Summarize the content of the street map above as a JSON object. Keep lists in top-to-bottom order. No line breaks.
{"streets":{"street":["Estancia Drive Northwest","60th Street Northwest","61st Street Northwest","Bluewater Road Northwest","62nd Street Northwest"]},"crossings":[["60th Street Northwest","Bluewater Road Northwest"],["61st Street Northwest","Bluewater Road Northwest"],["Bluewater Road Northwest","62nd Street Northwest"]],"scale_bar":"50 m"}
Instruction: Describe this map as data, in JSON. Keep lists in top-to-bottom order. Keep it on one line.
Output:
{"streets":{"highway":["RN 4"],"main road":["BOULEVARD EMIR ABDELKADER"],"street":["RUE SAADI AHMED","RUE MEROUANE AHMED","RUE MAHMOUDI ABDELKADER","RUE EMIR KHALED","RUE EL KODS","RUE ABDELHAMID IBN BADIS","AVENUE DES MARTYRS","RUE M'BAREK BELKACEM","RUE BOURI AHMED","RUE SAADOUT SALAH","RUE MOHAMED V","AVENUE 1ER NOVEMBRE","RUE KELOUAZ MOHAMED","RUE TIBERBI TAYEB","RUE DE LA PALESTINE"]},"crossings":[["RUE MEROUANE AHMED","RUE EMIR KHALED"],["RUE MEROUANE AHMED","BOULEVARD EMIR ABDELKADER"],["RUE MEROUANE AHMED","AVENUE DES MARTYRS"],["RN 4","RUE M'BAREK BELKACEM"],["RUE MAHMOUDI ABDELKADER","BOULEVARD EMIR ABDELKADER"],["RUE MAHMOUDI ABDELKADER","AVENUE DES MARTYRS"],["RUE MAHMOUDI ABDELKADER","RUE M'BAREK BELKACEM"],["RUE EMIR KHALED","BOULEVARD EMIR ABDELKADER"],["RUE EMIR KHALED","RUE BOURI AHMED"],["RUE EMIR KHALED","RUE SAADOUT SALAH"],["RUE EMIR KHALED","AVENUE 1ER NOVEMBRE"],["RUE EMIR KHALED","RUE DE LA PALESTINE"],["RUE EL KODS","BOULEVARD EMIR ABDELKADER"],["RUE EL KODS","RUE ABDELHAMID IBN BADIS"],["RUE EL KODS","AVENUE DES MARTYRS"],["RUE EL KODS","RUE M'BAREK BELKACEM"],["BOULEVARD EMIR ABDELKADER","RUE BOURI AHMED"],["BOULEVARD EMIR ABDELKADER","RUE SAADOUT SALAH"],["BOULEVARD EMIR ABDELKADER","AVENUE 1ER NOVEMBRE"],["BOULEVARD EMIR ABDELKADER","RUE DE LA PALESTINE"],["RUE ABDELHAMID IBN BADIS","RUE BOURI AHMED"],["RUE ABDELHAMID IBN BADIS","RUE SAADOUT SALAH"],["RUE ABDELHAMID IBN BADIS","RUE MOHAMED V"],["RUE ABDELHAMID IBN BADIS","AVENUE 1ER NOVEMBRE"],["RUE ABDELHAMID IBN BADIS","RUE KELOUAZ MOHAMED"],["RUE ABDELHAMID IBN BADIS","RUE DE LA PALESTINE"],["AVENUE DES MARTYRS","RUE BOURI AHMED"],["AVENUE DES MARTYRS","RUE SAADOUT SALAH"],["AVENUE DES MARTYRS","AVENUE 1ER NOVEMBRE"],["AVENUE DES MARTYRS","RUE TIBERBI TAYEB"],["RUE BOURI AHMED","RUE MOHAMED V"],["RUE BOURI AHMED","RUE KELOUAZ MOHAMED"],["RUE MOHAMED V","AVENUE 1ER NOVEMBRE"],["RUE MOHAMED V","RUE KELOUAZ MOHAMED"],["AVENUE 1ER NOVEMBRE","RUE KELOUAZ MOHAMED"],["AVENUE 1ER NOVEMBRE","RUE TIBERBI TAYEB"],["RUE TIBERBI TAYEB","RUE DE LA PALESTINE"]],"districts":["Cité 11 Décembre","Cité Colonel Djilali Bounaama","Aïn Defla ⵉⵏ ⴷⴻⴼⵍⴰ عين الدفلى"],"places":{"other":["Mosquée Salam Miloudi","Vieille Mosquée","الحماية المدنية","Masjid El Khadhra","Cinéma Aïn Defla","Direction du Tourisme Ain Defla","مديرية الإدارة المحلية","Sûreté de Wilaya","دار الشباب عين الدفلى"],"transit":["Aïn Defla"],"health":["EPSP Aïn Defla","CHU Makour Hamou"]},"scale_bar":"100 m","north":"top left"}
...
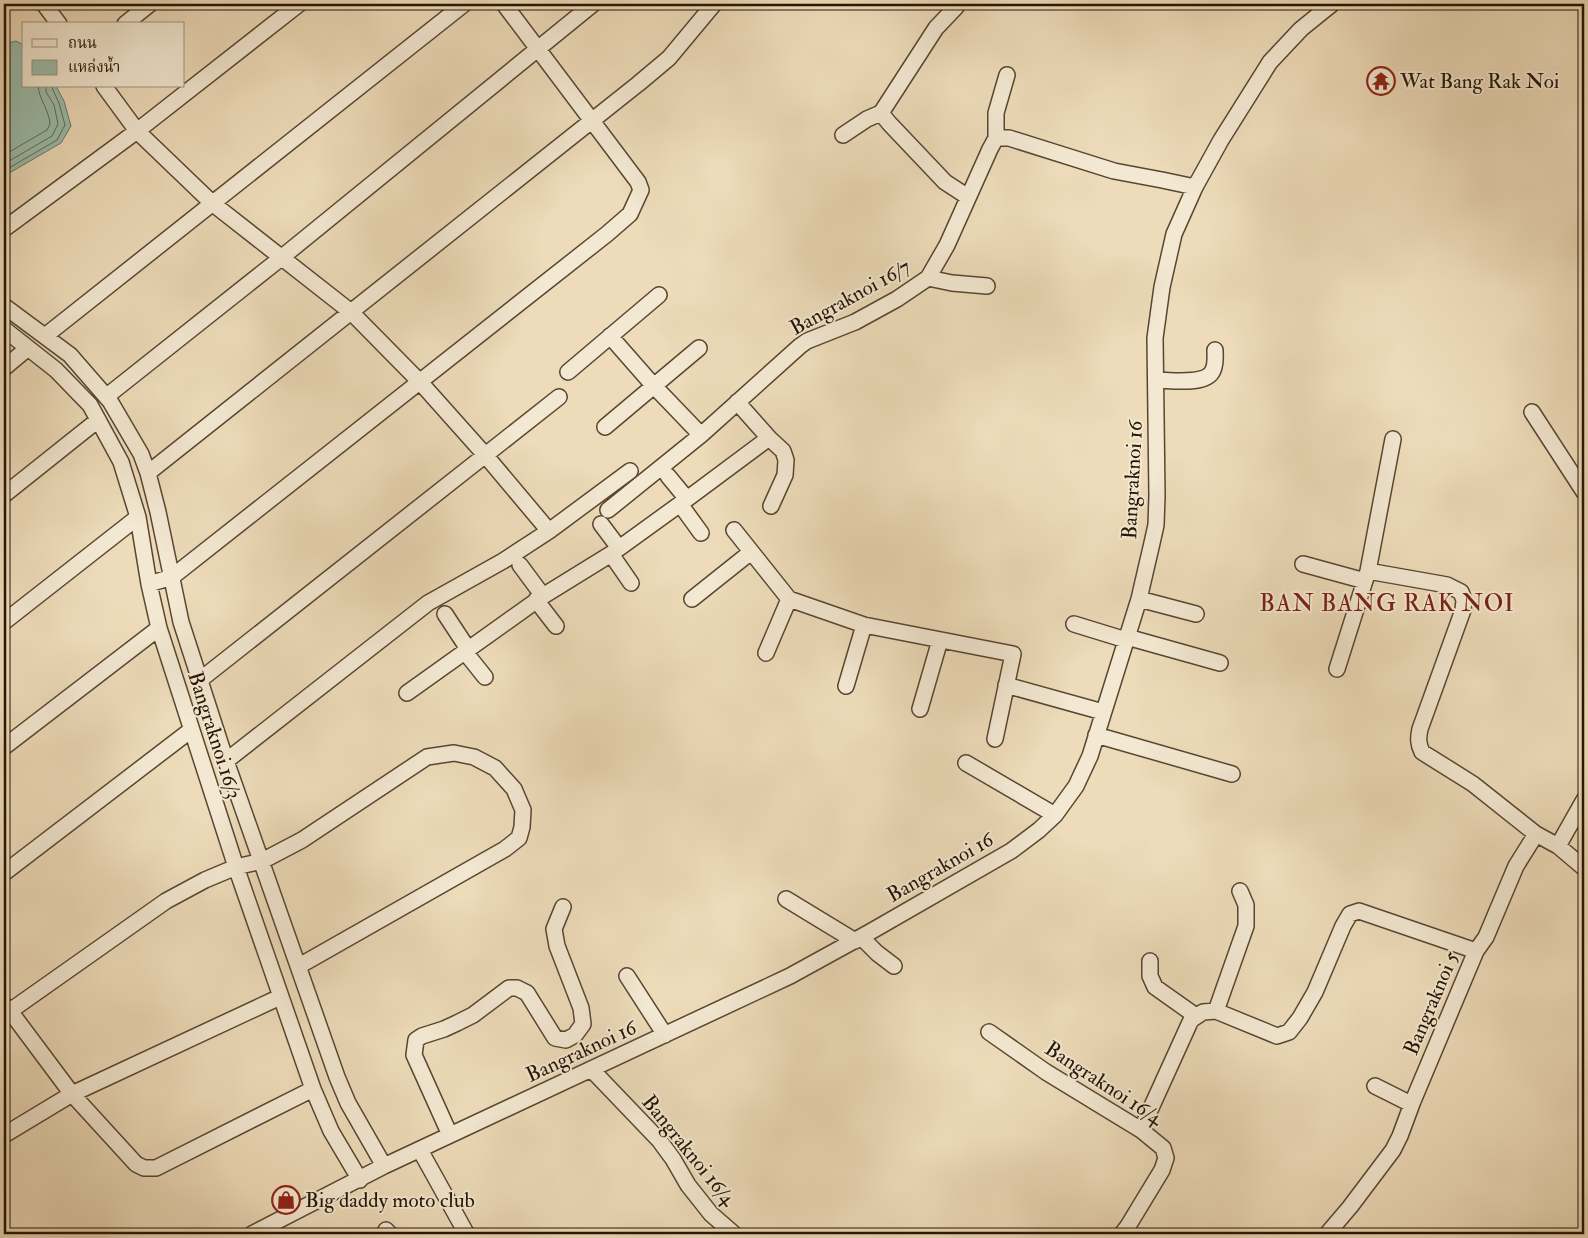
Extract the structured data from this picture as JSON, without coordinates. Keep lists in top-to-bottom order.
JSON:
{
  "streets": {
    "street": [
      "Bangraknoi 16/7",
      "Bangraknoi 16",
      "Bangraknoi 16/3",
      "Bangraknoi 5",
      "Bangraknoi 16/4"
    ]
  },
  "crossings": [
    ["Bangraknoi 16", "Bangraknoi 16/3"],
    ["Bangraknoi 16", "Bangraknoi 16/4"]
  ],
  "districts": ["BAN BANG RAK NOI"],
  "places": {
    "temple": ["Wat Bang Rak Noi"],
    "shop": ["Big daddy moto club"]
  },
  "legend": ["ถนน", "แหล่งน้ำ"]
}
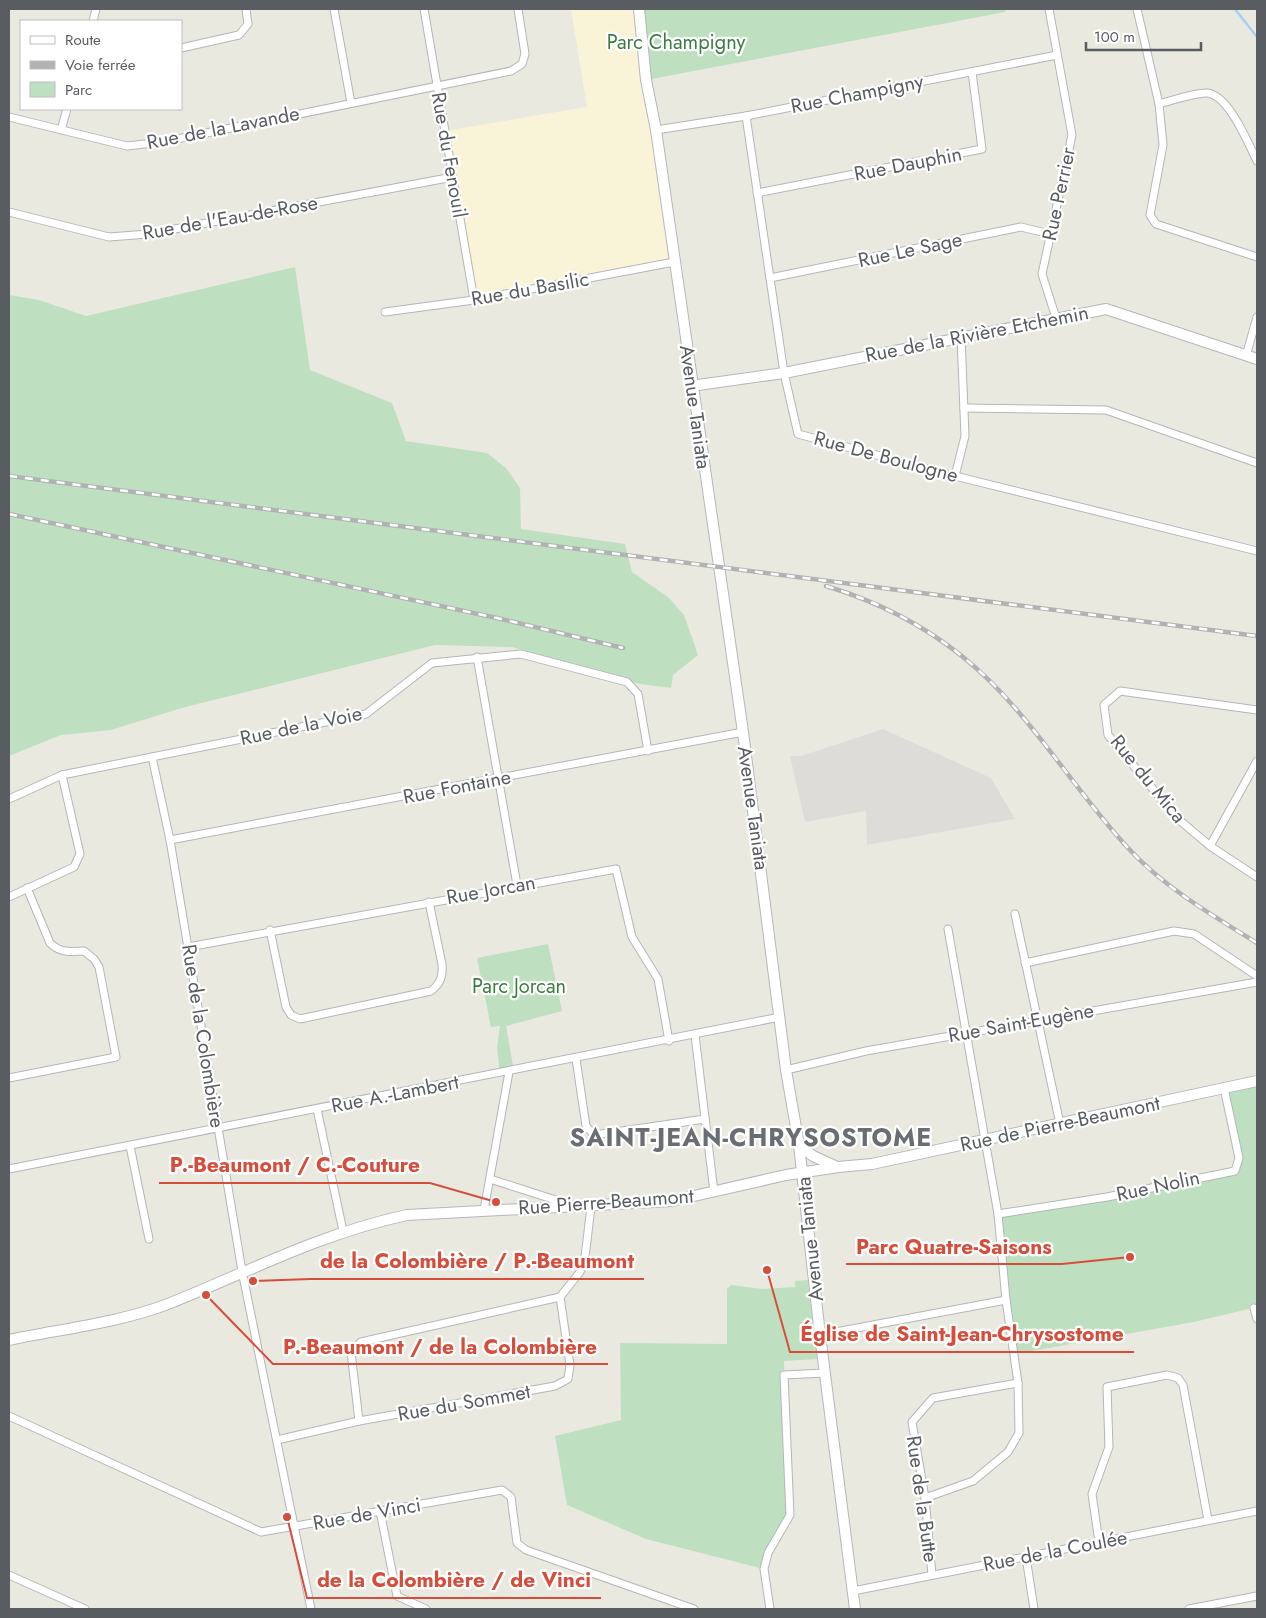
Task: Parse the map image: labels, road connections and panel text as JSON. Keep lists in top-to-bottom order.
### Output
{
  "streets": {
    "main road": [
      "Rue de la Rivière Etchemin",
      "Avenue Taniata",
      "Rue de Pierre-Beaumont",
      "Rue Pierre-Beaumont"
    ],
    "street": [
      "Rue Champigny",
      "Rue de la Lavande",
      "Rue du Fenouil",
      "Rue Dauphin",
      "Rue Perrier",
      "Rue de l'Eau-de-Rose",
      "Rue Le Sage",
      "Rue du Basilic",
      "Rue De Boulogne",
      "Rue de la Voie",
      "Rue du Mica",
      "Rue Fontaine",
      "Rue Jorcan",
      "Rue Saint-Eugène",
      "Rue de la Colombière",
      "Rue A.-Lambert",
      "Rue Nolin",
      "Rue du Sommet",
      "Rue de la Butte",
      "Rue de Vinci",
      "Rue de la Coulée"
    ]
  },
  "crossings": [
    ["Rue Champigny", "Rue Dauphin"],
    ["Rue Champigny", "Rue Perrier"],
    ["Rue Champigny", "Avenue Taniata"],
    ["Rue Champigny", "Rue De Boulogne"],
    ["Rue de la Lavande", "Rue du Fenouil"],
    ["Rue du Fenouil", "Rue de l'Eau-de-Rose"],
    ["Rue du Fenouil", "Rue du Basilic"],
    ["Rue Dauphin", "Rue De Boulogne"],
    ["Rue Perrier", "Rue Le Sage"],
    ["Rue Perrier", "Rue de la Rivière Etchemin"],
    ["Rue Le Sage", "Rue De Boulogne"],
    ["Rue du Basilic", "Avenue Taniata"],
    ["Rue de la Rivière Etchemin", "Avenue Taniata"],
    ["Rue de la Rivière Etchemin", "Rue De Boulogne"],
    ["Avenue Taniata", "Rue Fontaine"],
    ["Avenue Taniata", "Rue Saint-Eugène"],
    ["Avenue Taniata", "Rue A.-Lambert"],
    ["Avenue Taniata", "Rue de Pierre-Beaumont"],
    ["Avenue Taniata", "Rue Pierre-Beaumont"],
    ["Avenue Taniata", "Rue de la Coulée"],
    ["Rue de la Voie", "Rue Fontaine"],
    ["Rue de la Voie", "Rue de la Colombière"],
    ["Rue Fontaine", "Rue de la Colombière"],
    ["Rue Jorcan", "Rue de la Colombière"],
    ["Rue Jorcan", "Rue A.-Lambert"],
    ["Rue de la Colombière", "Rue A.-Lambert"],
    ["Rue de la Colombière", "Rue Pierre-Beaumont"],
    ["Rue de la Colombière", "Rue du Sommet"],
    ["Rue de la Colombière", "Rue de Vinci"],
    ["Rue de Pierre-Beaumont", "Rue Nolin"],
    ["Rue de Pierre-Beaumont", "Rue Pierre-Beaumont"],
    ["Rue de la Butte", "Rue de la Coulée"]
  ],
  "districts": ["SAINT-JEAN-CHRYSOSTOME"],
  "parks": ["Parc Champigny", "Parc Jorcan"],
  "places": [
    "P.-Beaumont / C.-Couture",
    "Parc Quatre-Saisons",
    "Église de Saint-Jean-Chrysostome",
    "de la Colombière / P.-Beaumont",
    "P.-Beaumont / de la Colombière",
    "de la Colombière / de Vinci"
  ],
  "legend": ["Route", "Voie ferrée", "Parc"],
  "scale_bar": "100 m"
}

**ABOUT THIS TASK**
Determine how many lines in the data include "Jorcan", and let the answer be that number alone.

**ANSWER SPACE**
4